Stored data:
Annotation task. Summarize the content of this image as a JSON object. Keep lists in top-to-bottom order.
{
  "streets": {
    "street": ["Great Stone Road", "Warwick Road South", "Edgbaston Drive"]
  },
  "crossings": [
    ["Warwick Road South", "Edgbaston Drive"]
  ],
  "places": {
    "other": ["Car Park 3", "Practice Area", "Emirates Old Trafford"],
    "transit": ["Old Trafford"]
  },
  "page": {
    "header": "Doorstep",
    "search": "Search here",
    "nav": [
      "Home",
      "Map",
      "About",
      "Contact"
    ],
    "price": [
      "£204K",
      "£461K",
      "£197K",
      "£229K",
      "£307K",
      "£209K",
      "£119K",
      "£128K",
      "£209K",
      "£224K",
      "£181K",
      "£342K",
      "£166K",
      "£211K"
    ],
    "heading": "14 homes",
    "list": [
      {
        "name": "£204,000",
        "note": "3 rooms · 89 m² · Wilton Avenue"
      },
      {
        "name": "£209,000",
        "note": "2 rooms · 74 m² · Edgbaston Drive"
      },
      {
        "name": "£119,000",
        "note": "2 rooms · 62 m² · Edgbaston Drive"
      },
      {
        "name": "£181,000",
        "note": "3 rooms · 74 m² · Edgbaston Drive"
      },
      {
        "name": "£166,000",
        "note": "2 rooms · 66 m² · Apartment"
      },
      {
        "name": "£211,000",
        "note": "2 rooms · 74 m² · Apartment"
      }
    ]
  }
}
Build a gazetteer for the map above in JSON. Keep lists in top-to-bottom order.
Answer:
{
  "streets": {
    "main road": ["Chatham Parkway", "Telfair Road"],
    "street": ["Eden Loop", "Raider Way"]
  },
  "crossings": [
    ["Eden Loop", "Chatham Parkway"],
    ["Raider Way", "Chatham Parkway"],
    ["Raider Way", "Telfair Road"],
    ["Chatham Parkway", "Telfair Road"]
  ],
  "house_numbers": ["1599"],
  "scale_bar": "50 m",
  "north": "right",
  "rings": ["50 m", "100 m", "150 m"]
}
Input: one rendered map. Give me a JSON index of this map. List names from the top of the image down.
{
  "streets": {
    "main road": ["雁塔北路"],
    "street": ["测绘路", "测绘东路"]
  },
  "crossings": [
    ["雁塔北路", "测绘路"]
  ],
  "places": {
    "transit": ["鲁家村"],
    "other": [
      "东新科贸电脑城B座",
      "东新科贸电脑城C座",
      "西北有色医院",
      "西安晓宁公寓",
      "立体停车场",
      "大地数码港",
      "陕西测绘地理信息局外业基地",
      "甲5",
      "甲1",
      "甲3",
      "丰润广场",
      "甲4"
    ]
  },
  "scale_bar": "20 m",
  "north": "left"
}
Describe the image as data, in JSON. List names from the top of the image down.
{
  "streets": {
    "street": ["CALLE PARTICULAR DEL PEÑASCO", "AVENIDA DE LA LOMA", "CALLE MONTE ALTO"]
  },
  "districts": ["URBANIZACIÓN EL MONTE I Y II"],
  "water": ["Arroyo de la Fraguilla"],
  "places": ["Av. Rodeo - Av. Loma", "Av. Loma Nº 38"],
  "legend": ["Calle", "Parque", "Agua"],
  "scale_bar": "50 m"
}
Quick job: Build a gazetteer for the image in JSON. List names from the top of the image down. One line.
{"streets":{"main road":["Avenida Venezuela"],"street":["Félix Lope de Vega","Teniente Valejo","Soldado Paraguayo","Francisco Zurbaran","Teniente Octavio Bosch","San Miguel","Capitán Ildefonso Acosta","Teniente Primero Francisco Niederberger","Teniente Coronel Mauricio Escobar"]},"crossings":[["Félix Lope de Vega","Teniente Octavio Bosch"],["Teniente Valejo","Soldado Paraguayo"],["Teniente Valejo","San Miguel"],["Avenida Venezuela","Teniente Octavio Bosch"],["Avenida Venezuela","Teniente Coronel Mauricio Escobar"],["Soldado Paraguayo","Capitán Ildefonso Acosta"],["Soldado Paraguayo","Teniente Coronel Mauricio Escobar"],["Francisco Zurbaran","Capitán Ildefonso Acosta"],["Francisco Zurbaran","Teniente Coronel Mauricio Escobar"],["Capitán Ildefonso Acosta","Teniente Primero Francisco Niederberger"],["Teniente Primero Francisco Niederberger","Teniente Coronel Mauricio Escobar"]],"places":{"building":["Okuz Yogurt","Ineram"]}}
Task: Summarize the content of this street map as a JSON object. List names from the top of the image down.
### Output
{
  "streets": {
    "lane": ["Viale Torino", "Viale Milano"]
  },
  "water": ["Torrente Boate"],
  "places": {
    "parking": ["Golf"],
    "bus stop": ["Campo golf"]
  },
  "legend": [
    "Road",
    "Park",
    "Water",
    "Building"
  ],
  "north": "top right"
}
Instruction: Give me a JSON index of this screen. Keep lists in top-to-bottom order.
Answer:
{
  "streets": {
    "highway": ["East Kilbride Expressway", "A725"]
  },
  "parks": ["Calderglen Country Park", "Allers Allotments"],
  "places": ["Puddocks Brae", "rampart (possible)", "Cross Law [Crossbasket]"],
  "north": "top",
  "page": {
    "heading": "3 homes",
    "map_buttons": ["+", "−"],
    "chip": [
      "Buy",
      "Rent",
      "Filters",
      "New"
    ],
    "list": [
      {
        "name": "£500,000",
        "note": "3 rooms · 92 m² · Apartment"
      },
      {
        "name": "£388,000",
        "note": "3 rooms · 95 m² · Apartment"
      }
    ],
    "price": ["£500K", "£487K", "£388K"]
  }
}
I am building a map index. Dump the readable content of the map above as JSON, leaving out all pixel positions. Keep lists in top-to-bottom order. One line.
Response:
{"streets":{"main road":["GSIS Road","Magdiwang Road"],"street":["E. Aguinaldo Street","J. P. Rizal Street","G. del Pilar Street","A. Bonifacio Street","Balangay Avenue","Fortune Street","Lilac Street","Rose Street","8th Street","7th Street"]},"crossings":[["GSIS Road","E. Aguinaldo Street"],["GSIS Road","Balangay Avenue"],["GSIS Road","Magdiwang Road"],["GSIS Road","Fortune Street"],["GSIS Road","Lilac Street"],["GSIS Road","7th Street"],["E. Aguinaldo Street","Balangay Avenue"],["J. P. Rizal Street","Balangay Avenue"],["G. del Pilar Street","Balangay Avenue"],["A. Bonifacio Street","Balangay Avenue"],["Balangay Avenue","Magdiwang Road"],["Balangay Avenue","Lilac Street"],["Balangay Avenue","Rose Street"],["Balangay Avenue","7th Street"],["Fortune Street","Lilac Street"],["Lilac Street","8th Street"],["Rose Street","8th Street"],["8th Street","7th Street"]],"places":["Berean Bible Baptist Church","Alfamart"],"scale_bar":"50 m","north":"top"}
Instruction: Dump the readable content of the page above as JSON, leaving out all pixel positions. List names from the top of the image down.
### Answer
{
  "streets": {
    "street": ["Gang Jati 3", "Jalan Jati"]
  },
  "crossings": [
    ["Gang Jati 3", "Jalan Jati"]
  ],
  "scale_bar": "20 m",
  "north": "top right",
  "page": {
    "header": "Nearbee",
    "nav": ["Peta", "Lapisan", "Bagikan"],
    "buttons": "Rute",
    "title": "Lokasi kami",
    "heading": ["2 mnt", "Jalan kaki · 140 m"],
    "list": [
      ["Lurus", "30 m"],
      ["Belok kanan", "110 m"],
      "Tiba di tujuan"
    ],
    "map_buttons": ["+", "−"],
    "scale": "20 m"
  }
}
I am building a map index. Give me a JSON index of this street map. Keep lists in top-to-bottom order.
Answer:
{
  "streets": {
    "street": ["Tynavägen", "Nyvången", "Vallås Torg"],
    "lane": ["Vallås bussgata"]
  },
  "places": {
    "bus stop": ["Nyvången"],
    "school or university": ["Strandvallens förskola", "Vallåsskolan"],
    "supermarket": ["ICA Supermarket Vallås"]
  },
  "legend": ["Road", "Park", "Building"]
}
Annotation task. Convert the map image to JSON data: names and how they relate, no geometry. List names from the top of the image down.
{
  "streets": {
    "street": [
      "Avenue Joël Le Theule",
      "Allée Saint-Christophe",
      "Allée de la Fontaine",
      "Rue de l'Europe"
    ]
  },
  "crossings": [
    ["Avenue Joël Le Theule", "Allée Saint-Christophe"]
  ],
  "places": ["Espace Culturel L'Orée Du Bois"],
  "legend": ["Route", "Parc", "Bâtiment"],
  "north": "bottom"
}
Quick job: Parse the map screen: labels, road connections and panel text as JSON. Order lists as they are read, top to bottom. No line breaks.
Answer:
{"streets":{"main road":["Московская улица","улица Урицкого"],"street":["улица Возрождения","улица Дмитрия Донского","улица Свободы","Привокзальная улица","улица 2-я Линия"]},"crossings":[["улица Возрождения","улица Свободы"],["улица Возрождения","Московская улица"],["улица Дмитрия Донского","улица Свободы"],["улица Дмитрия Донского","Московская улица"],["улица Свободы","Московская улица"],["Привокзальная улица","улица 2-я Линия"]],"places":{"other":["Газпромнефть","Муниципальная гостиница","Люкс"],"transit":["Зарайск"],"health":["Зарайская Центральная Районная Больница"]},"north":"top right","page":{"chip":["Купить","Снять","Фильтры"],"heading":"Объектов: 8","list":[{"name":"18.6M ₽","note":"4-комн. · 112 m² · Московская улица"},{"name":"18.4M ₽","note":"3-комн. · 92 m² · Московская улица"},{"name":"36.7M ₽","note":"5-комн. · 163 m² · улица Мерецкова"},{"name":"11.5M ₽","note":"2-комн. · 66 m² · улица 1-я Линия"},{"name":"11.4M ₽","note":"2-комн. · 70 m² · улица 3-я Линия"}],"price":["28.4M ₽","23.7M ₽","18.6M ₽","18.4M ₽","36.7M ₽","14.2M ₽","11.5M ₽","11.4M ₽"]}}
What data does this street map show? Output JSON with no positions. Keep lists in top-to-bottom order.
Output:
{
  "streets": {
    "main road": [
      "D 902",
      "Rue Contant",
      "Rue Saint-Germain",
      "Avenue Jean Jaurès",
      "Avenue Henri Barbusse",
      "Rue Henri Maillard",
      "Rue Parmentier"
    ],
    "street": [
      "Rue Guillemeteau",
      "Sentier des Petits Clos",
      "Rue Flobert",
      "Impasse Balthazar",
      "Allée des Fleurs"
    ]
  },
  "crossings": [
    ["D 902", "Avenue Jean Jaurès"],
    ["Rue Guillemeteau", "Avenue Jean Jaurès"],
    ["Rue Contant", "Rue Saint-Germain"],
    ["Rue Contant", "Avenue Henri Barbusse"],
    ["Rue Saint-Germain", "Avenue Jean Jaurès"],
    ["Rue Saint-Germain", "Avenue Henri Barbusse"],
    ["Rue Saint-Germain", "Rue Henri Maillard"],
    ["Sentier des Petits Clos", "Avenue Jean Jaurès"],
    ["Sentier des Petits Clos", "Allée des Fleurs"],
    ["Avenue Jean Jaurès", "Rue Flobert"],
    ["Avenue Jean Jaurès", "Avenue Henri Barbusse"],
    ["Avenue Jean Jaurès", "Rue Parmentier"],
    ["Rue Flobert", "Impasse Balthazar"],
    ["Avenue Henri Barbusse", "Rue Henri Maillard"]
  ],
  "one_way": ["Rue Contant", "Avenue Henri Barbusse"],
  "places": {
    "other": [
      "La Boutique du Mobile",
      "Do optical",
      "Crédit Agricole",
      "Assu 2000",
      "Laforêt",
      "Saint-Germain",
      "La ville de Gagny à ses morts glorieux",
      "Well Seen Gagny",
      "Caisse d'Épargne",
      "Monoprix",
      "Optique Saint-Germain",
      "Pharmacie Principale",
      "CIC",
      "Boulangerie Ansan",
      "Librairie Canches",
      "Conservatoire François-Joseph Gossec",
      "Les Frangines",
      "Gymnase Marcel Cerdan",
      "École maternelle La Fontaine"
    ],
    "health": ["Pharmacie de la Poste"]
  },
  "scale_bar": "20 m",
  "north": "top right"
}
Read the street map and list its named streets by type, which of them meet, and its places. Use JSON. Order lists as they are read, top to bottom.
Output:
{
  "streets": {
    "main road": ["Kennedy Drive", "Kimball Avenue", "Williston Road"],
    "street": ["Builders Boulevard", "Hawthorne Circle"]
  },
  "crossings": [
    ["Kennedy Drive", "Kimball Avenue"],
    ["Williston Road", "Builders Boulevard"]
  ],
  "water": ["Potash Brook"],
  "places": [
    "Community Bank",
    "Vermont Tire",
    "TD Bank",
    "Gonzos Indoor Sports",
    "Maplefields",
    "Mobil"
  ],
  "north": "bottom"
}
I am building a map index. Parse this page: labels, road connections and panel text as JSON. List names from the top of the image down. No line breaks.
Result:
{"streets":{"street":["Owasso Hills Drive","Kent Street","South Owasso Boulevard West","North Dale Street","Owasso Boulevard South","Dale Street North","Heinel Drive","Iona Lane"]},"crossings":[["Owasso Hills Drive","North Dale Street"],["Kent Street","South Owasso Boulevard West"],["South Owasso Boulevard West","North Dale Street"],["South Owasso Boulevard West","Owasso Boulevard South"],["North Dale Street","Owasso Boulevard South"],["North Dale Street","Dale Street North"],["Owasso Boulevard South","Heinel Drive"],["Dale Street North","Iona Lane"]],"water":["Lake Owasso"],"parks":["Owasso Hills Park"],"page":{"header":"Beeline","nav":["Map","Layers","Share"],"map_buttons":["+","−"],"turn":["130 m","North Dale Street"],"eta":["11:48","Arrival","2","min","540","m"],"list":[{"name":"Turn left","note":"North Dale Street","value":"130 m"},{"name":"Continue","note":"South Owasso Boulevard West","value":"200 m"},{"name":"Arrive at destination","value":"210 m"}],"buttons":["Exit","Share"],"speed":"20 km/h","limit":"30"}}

TRY IT: Of all the entries above, repeat only the lines from the line that has "Quick job: Parse" to the line that has "What data does", both lines included, exactly.

REPLY TO THE TASK:
Quick job: Parse the map screen: labels, road connections and panel text as JSON. Order lists as they are read, top to bottom. No line breaks.
Answer:
{"streets":{"main road":["Московская улица","улица Урицкого"],"street":["улица Возрождения","улица Дмитрия Донского","улица Свободы","Привокзальная улица","улица 2-я Линия"]},"crossings":[["улица Возрождения","улица Свободы"],["улица Возрождения","Московская улица"],["улица Дмитрия Донского","улица Свободы"],["улица Дмитрия Донского","Московская улица"],["улица Свободы","Московская улица"],["Привокзальная улица","улица 2-я Линия"]],"places":{"other":["Газпромнефть","Муниципальная гостиница","Люкс"],"transit":["Зарайск"],"health":["Зарайская Центральная Районная Больница"]},"north":"top right","page":{"chip":["Купить","Снять","Фильтры"],"heading":"Объектов: 8","list":[{"name":"18.6M ₽","note":"4-комн. · 112 m² · Московская улица"},{"name":"18.4M ₽","note":"3-комн. · 92 m² · Московская улица"},{"name":"36.7M ₽","note":"5-комн. · 163 m² · улица Мерецкова"},{"name":"11.5M ₽","note":"2-комн. · 66 m² · улица 1-я Линия"},{"name":"11.4M ₽","note":"2-комн. · 70 m² · улица 3-я Линия"}],"price":["28.4M ₽","23.7M ₽","18.6M ₽","18.4M ₽","36.7M ₽","14.2M ₽","11.5M ₽","11.4M ₽"]}}
What data does this street map show? Output JSON with no positions. Keep lists in top-to-bottom order.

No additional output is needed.